4. Discussion and Conclusions

In the field of geotechnical engineering, it is possible to encounter some types of problems that are very complex and not well understood. In this regard, ANNs provide several advantages over more conventional computing techniques. For most traditional mathematical models, the lack of physical understanding is usually supplemented by either simplifying the problem or incorporating several assumptions into the models. Mathematical models also rely on assuming the structure of the model in advance, which may be suboptimal. Consequently, many mathematical models fail to simulate the complex behavior of most geotechnical engineering problems. In contrast, ANNs are a data driven approach in which the model can be trained on input-output data pairs to determine the structure and parameters of the model. In this case, there is no need to either simplify the problem or incorporate any assumptions. Moreover, ANNs can always be updated to obtain better results by presenting new training examples as new data become available. These factors combine to make ANNs a powerful modeling tool in geotechnical engineering.

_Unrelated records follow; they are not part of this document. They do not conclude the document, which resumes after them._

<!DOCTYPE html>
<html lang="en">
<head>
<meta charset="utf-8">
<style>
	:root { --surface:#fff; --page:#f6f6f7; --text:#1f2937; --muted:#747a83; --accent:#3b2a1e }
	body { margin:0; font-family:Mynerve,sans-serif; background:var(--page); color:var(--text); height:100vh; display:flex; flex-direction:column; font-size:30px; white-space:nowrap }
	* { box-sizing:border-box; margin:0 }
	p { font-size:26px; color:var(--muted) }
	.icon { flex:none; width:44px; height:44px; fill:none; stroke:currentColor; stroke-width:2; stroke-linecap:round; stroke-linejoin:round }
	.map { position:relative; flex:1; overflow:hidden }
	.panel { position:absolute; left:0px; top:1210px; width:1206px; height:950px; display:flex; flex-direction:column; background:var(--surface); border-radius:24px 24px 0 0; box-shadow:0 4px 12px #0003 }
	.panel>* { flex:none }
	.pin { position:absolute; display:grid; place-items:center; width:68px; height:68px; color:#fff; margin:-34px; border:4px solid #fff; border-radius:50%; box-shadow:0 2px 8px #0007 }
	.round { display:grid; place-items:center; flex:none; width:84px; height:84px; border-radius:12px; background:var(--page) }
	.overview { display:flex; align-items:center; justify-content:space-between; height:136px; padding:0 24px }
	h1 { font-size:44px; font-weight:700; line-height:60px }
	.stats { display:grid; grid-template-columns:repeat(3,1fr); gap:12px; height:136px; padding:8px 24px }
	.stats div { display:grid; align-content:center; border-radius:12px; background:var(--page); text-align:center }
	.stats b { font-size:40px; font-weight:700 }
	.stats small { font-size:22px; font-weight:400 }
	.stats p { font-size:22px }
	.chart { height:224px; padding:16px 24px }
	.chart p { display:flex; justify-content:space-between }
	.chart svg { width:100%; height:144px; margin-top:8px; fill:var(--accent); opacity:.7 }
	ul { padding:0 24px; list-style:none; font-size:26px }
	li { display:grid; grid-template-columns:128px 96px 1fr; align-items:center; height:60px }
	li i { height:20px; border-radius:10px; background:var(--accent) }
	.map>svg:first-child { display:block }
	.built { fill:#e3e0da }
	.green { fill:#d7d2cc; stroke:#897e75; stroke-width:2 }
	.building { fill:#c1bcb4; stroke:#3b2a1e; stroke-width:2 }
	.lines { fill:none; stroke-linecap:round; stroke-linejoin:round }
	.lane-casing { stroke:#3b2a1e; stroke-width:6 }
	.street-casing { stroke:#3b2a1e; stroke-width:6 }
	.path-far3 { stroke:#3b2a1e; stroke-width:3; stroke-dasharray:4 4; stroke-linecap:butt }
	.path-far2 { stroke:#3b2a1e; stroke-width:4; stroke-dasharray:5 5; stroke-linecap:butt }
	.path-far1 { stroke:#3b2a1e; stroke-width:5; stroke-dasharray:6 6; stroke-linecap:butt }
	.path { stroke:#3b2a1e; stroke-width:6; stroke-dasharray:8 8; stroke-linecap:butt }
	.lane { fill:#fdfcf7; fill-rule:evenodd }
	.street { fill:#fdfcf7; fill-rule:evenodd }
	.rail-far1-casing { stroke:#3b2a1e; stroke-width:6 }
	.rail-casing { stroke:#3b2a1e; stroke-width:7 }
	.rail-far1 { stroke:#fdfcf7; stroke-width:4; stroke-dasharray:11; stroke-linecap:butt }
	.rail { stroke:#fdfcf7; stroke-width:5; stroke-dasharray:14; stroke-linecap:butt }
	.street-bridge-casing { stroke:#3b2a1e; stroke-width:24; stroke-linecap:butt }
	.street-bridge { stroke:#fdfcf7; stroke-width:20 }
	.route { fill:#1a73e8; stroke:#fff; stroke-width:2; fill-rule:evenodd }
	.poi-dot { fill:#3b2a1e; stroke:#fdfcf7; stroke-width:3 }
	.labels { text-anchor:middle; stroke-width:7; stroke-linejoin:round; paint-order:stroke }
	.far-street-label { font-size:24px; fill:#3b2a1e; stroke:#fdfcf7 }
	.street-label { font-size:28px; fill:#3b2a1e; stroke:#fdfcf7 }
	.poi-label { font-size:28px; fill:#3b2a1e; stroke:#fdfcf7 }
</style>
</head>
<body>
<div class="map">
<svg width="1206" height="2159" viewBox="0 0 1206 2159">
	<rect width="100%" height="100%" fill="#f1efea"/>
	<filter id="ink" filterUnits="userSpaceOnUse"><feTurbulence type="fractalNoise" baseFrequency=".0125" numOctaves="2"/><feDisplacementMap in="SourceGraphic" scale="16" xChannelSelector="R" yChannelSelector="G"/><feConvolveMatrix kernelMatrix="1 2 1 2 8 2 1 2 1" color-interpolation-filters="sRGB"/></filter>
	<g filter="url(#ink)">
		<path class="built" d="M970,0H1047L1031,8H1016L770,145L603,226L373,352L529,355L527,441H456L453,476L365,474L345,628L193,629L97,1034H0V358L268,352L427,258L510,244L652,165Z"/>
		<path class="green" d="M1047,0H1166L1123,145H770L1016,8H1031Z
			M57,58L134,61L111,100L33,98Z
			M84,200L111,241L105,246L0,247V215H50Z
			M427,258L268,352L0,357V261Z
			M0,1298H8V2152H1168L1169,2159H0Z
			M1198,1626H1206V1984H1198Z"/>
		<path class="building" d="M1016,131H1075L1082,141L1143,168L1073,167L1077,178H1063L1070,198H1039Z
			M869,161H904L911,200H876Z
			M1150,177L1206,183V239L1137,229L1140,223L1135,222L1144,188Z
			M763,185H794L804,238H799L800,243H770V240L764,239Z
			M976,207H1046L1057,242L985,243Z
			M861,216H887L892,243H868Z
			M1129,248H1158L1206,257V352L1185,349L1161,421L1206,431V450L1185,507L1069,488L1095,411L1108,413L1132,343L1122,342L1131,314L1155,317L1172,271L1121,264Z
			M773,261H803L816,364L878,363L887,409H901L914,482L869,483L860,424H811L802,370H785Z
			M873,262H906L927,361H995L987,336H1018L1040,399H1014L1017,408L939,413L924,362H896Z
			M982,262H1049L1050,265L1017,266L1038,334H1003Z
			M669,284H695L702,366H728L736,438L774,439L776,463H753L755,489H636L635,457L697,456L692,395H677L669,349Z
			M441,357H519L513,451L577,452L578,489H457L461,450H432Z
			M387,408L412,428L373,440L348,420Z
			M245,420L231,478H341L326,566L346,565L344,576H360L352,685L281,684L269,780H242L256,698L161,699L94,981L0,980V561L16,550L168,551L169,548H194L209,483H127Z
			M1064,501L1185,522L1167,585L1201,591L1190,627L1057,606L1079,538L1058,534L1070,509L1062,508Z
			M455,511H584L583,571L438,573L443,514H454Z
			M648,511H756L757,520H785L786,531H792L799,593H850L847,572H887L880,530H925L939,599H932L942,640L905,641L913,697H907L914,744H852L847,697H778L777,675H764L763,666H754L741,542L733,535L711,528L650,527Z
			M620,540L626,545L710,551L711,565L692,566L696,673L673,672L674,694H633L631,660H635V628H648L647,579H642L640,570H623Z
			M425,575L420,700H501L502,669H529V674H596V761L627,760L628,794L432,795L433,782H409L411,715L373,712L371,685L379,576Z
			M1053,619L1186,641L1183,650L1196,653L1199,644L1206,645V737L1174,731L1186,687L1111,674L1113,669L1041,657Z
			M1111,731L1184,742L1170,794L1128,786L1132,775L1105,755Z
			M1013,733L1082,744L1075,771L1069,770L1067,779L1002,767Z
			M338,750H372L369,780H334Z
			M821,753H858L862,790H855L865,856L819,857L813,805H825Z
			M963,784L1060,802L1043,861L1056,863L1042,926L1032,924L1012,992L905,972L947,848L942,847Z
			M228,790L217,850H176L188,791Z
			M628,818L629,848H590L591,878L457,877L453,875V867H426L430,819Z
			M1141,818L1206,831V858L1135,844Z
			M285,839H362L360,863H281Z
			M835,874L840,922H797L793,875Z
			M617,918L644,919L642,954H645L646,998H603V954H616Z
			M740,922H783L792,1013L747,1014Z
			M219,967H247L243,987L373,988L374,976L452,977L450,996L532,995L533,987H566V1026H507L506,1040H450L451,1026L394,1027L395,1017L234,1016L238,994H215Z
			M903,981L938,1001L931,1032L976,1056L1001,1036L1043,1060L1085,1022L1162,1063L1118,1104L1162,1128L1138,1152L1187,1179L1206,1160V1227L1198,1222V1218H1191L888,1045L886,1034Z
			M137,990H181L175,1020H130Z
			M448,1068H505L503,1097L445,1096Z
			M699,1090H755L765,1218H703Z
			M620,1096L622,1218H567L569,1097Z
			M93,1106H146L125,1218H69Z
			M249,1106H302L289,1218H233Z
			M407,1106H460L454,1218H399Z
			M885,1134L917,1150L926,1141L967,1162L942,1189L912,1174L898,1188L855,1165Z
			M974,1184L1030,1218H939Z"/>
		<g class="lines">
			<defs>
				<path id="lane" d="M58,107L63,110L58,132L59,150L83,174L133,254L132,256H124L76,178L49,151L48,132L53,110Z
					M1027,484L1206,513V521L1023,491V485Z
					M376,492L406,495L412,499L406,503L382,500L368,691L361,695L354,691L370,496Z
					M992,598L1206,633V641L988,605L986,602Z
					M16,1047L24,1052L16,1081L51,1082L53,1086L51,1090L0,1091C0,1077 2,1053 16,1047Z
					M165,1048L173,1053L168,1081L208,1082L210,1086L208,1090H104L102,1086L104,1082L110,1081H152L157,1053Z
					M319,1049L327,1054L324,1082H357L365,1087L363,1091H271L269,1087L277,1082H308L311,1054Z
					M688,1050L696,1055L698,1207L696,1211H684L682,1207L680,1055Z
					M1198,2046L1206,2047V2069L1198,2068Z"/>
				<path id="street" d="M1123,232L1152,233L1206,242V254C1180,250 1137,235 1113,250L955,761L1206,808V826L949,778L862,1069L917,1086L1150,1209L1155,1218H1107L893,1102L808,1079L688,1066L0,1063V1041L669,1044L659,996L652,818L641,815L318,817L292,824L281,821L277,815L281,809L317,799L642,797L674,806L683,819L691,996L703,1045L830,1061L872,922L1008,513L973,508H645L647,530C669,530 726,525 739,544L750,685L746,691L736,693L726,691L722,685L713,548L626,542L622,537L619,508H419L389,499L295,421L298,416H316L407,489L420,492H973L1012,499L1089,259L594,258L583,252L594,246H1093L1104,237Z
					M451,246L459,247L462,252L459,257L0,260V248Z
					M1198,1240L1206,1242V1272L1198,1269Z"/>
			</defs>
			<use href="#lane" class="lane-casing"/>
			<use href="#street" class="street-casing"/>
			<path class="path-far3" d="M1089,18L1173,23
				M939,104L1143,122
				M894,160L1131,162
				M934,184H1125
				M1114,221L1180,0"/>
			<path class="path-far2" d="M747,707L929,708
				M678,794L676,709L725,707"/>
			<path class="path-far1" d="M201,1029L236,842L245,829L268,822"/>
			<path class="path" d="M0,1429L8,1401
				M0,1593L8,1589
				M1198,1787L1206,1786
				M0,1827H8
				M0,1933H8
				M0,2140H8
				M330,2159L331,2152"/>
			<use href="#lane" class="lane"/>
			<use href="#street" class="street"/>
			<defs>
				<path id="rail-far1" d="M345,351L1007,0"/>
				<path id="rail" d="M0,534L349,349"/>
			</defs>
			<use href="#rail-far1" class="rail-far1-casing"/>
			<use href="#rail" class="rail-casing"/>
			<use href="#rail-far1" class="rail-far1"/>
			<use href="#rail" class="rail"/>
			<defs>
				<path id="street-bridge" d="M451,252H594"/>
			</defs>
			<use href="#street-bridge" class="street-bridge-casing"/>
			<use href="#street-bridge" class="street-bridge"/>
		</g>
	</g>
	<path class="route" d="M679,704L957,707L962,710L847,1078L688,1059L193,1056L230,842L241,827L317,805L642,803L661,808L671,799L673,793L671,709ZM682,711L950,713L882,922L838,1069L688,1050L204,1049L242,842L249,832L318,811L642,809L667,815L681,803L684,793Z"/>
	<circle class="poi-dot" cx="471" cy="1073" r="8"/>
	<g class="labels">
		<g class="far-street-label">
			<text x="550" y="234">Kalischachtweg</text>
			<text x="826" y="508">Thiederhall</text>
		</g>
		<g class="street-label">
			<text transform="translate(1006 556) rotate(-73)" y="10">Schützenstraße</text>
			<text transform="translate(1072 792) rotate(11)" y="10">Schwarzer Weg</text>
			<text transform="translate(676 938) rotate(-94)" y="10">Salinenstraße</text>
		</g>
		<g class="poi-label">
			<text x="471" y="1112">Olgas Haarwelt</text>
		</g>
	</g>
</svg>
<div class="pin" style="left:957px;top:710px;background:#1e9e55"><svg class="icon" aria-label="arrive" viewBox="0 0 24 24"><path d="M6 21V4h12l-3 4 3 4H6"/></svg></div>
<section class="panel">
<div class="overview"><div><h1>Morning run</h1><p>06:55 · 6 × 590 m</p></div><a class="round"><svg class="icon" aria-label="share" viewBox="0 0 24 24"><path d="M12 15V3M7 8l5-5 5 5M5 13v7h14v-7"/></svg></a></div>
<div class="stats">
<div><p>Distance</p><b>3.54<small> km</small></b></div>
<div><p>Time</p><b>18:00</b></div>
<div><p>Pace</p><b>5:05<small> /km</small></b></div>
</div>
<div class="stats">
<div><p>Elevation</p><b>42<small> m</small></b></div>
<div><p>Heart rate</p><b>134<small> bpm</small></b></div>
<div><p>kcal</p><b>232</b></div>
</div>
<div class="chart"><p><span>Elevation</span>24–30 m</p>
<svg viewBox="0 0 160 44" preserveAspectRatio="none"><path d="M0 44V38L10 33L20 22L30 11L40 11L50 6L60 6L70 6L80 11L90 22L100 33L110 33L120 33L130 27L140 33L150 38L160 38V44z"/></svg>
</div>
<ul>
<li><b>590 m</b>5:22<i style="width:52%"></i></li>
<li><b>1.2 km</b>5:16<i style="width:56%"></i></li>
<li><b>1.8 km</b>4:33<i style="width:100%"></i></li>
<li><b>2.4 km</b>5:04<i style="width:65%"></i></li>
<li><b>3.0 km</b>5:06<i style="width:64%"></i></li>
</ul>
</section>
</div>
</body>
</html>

Despite the success of ANNs in geotechnical engineering and other disciplines, they suffer from some shortcomings that need further attention in the future, including model robustness, transparency and knowledge extraction, extrapolation, and uncertainty. In addition and according to Flood [115], ANNs in civil engineering, including geotechnical engineering, were used mostly as simple vector mapping devices for function modeling of applications that require rarely more than a few tens of neurons without higher-order structuring. Together, improvements in these issues will greatly enhance the usefulness of ANN models and will provide the next generation of applied artificial neural networks with the best way for advancing the field to the next level of sophistication and application. Until such an improvement is achieved, the authors agree with Flood and Kartam [105] that neural networks for the time being might be treated as a complement to conventional computing techniques rather than as an alternative or may be used as a quick check on solutions developed by more time-consuming and in-depth analyses.